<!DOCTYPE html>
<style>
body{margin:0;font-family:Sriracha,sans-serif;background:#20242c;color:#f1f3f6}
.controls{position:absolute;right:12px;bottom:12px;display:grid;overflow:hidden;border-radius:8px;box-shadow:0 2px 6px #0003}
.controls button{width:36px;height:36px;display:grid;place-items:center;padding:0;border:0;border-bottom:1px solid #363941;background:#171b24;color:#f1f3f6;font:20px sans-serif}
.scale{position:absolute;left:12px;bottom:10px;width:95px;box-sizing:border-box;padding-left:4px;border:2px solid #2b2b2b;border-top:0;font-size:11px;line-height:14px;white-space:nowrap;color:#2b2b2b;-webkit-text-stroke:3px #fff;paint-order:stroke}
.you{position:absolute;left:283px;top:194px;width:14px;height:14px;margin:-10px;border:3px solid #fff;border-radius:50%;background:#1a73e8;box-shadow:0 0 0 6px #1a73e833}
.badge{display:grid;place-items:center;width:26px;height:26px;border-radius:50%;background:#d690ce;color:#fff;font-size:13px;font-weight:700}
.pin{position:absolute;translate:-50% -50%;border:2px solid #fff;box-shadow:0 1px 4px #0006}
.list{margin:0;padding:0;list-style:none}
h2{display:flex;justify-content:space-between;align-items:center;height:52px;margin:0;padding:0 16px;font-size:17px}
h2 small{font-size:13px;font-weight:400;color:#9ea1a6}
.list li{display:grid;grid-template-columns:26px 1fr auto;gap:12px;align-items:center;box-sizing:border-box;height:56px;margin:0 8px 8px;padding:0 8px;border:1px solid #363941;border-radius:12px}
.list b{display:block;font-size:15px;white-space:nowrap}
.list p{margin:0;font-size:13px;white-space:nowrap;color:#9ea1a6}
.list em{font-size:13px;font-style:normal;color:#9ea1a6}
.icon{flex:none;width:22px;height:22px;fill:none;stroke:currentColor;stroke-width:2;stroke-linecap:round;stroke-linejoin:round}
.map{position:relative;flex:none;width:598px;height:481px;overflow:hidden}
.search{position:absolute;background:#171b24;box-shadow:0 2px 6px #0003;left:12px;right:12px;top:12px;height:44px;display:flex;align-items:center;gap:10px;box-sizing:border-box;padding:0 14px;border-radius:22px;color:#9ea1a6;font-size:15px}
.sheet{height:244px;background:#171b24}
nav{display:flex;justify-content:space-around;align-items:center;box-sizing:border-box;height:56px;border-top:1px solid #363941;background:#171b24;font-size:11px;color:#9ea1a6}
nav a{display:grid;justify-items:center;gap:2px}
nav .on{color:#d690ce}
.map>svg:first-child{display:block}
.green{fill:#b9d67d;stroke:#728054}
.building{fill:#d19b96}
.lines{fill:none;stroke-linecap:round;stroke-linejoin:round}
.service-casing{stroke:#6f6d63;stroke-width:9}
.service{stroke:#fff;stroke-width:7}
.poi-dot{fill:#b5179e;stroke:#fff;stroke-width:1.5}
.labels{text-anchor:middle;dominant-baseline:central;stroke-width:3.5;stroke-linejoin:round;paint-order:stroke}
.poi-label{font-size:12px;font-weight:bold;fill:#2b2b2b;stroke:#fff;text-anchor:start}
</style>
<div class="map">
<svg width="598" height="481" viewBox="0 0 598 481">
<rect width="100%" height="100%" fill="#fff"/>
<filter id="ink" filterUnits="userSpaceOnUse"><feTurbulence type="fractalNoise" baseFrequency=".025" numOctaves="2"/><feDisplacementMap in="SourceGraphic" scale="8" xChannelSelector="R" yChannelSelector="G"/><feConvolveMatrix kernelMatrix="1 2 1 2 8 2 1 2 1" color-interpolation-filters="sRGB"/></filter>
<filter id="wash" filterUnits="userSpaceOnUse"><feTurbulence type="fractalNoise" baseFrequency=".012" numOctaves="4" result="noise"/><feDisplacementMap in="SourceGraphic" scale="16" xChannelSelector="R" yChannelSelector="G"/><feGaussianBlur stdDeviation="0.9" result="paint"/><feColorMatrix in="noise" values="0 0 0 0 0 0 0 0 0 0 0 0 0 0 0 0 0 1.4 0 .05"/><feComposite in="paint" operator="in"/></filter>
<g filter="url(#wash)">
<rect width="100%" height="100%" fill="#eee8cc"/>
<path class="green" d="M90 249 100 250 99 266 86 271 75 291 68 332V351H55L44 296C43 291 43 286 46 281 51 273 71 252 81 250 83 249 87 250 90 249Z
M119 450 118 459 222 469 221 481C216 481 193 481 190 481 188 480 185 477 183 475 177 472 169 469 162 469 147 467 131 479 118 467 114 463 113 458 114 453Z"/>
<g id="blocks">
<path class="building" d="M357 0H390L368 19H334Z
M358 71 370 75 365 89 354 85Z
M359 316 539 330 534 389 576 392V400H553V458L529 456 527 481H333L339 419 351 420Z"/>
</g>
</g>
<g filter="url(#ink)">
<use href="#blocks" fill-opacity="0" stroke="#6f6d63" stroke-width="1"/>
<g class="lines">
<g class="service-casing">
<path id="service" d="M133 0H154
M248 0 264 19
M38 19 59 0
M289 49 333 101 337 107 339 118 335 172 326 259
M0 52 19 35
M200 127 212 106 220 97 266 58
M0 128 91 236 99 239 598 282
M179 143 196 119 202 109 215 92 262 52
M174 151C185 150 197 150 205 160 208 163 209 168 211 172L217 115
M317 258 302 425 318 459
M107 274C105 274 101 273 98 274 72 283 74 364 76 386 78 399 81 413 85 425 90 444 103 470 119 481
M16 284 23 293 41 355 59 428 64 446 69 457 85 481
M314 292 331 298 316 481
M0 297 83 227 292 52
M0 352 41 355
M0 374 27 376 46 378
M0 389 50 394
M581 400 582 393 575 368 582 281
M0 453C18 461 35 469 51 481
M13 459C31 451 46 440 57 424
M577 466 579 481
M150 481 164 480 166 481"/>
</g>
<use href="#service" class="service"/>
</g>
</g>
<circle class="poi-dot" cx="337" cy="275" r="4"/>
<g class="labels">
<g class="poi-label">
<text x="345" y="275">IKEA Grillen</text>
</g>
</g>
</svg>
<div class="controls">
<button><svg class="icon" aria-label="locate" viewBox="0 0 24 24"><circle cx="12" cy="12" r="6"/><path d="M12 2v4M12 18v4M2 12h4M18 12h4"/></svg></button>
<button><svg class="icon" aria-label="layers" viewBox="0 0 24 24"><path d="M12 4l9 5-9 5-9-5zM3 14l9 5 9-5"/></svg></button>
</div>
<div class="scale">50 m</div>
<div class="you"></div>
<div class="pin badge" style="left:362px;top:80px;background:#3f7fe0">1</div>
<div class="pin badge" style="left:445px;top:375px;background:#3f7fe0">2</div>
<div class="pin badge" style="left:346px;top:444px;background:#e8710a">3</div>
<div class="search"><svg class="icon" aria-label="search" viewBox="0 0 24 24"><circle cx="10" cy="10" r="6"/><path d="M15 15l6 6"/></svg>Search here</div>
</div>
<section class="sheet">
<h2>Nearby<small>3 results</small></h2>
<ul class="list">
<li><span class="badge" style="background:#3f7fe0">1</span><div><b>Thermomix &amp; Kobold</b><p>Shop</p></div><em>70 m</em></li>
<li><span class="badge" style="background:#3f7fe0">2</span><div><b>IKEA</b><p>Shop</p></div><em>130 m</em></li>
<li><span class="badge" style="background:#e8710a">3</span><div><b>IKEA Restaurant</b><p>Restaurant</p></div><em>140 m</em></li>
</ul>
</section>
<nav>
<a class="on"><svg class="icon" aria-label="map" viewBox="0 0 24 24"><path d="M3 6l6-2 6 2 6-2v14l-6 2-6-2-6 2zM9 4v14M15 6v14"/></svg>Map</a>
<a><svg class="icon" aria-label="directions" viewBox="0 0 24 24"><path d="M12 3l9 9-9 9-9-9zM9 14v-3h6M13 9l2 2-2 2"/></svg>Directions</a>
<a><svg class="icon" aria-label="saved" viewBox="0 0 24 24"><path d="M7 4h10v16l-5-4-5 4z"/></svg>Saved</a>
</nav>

WHAT THIS TASK INVOLVES:
From the entries above, extract each line containing "labels".

RESPONSE TO THE TASK:
.labels{text-anchor:middle;dominant-baseline:central;stroke-width:3.5;stroke-linejoin:round;paint-order:stroke}
<g class="labels">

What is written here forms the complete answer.